• _Data excerpts_
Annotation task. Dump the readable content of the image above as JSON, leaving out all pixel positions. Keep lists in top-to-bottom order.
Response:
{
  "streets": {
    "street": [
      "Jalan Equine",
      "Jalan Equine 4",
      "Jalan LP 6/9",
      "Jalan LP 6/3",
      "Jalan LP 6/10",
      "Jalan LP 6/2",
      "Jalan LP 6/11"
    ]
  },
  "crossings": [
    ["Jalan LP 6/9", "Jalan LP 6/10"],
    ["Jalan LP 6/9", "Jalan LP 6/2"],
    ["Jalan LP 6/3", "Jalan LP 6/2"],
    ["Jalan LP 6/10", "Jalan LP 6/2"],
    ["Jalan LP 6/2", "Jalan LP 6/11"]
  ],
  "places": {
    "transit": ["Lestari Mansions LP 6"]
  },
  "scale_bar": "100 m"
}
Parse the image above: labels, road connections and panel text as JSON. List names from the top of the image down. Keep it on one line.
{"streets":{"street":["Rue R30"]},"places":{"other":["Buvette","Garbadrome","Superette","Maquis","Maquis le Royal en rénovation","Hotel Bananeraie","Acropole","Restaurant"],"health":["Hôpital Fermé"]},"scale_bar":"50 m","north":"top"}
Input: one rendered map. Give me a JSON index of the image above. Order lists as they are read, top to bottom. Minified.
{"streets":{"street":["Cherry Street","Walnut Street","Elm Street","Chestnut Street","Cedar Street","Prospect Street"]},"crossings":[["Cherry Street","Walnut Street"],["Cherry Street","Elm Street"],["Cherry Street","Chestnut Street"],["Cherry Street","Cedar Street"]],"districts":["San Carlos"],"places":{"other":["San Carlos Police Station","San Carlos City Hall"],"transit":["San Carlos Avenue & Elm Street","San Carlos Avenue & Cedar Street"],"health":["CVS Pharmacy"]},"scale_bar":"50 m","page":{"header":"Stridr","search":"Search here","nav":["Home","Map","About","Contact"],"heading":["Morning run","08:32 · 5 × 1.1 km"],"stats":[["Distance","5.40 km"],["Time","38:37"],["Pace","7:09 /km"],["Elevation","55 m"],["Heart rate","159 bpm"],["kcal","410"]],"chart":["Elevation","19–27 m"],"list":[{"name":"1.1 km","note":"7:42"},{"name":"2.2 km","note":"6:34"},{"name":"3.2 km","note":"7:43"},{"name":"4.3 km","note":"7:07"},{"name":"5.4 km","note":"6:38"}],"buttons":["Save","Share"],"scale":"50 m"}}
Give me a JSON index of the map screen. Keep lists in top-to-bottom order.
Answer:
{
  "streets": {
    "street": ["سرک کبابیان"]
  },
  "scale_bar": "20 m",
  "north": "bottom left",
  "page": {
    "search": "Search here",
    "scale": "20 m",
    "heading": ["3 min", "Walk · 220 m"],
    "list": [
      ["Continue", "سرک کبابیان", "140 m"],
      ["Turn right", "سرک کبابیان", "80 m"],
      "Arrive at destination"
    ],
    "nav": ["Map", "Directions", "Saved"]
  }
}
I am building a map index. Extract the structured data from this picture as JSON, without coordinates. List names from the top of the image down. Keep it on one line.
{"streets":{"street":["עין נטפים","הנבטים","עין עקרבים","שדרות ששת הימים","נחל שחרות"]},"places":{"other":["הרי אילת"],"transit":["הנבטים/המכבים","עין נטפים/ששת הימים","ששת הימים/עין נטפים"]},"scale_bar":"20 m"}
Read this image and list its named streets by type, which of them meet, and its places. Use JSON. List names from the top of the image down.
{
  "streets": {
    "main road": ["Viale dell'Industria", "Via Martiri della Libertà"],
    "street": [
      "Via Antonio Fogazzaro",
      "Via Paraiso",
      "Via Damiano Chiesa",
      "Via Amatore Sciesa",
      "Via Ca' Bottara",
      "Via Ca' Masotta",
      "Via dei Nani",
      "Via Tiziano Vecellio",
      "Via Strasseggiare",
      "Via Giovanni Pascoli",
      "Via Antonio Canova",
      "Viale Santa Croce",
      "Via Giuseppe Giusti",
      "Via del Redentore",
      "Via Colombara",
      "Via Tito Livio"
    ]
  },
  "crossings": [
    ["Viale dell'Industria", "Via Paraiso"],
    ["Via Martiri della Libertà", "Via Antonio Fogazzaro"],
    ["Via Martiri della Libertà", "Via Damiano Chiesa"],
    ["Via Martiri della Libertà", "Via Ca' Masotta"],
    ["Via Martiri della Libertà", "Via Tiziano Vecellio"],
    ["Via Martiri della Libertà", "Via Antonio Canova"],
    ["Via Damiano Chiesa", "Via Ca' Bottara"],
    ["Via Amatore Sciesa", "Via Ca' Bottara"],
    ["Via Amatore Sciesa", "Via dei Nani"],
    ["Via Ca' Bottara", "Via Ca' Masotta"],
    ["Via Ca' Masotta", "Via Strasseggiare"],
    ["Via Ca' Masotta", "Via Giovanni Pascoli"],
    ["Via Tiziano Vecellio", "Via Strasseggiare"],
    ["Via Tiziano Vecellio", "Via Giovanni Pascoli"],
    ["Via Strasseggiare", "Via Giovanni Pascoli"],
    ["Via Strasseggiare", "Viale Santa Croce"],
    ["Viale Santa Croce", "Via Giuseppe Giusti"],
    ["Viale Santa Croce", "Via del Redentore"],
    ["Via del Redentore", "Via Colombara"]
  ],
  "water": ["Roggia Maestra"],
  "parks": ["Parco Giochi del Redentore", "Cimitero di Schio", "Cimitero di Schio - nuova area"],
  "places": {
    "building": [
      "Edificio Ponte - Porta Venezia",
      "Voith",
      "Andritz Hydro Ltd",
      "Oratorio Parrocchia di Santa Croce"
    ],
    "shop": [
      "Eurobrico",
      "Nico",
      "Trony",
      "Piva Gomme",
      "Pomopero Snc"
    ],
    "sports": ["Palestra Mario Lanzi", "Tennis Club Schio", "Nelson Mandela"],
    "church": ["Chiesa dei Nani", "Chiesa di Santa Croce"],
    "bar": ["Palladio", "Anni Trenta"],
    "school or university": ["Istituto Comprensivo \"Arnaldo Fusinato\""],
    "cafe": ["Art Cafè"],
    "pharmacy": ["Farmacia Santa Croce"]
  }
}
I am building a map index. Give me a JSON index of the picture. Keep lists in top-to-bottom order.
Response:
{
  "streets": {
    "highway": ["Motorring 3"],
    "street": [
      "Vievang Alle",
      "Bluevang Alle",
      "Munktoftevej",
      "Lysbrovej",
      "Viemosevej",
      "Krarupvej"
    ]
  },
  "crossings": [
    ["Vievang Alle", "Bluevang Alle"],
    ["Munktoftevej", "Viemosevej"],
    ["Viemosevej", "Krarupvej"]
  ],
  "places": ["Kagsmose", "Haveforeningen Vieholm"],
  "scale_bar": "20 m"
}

• _What is expected_
Search the listing for the string "Santa". Copy each line where it is found.

• _Task result_
      "Viale Santa Croce",
    ["Via Strasseggiare", "Viale Santa Croce"],
    ["Viale Santa Croce", "Via Giuseppe Giusti"],
    ["Viale Santa Croce", "Via del Redentore"],
      "Oratorio Parrocchia di Santa Croce"
    "church": ["Chiesa dei Nani", "Chiesa di Santa Croce"],
    "pharmacy": ["Farmacia Santa Croce"]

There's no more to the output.